Health Canada recommends caffeine intakes intake for pregnant or breastfeeding women and women who are planning to become pregnant of no more than 300 mg of caffeine per day (about two 8 oz (237 ml) cups of coffee), while for children the recommendations drop much lower:
Four to six year olds: Maximum of 45 mg per day (about one 355ml can of regular cola).
Seven to nine year olds: Maximum of 62.5 mg per day
Ten to 12 year olds: Maximum of 85 mg per day
Adolescents 13 and older: No more than 2.5 mg/kg body weight
The safe consumption recommendations for the Canadian population were based on a recent safety evaluation of caffeine by Health Canada, a spokesperson for the department told us.
"The department also regularly reviews the latest research and scientific information relevant to caffeine, including research on caffeine consumption," added the spokesperson.
"Health Canada's Food Directorate recently initiated a review of caffeine in foods available in Canada. The results of this review will be used to inform any future decisions regarding how caffeine in foods is managed.
"Health Canada experts have active collaboration and information exchange with their US peers on various files, including on caffeine.

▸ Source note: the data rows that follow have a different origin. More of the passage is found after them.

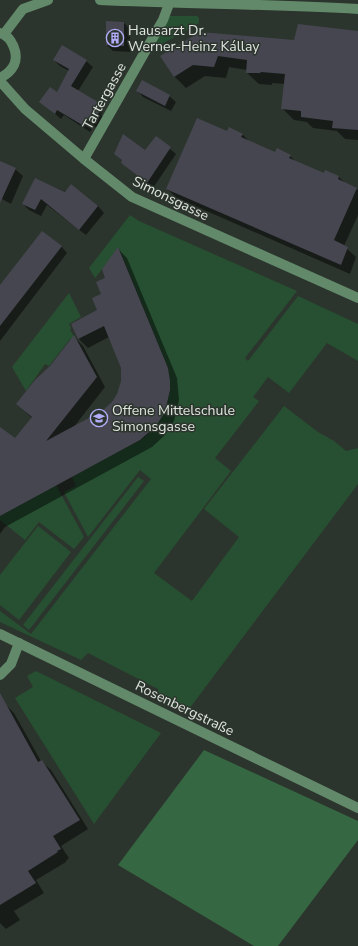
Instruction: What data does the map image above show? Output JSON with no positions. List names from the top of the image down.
{
  "streets": {
    "street": ["Tartergasse", "Simonsgasse", "Rosenbergstraße"]
  },
  "crossings": [
    ["Tartergasse", "Simonsgasse"]
  ],
  "places": {
    "building": ["Hausarzt Dr. Werner-Heinz Kállay"],
    "school or university": ["Offene Mittelschule Simonsgasse"]
  }
}
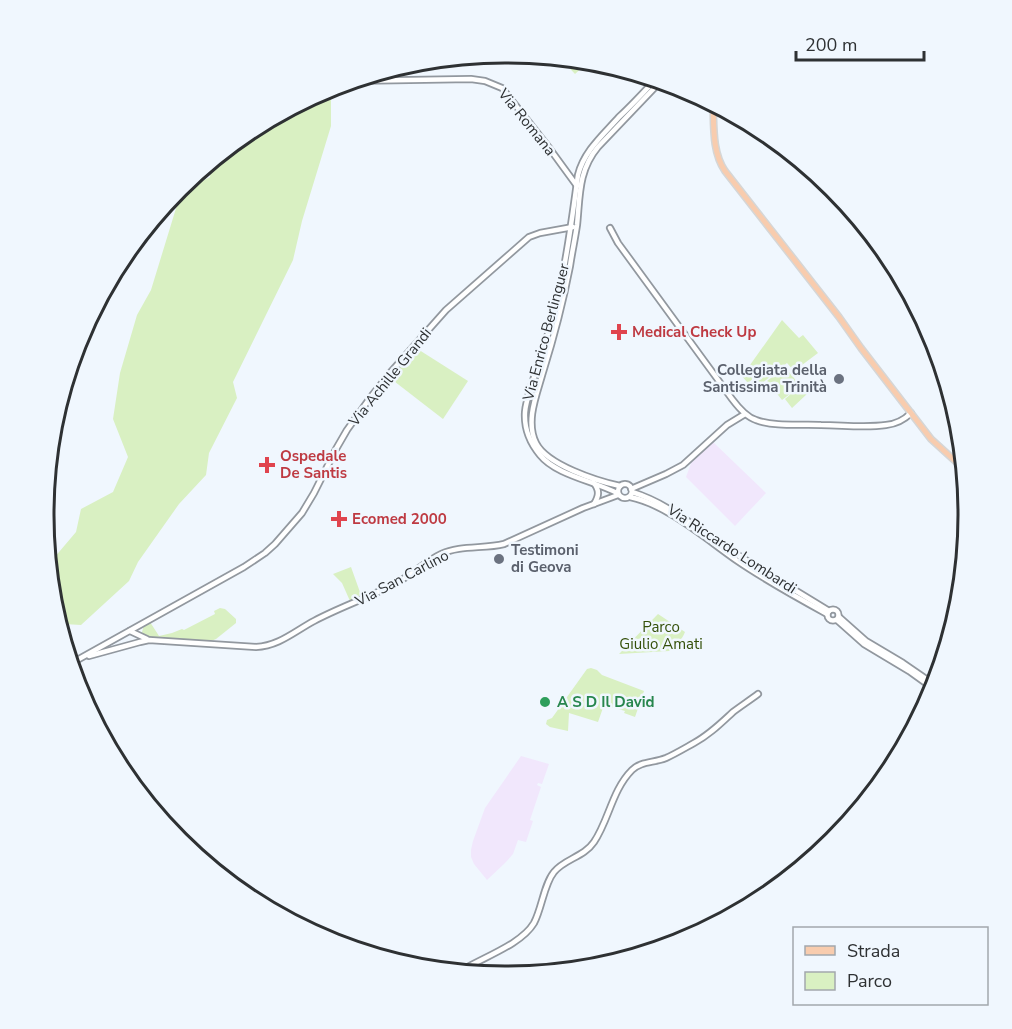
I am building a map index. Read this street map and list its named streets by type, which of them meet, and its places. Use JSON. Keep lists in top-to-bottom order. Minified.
{"streets":{"street":["Via Romana","Via Enrico Berlinguer","Via Achille Grandi","Via Riccardo Lombardi","Via San Carlino"]},"crossings":[["Via Enrico Berlinguer","Via Achille Grandi"],["Via Enrico Berlinguer","Via Riccardo Lombardi"],["Via Enrico Berlinguer","Via San Carlino"],["Via Achille Grandi","Via San Carlino"],["Via Riccardo Lombardi","Via San Carlino"]],"parks":["Parco Giulio Amati"],"places":{"health":["Medical Check Up","Ospedale De Santis","Ecomed 2000"],"other":["Collegiata della Santissima Trinità","Testimoni di Geova","A S D Il David"]},"legend":["Strada","Parco"],"scale_bar":"200 m"}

Should the FDA's review reveal any new information that would be relevant to the Canadian context, Health Canada will take that information under consideration and review our recommendations, if necessary," added the spokesperson.
The US Food and Drug Administration (FDA) recently announced that it would investigate the safety of caffeine in food products amid concerns about the effect on children and adolescents, following the launch of Alert Energy Caffeine Gum - a new caffeinated gum from Wrigley (Mars). Wrigley subsequently halted production “out of respect for the FDA” to give the Agency time to develop a regulatory framework for caffeine in food and drinks.
The suspension of production of the gum was applauded by the FDA. In a May 8, 2013 statement, Michael Taylor, FDA Deputy Commissioner for Foods and Veterinary Medicine, said: “The FDA applauds Wrigley’s decision and its recognition that we need to improve understanding and, as needed, strengthen the regulatory framework governing the appropriate levels and uses of caffeine in foods and beverages. The company’s action demonstrates real leadership and commitment to the public health.
“We hope others in the food industry will exercise similar restraint. We look forward to working with industry, the scientific and medical community, and all interested parties to address the issues posed by added caffeine in foods and beverages.”
According to Mintel, teens and adults aged 18-24 are the biggest gum users in the US.
FDA has suggested that 400 mg a day - about four or five cups of coffee - is a safe maximum amount, but it is conducting a review.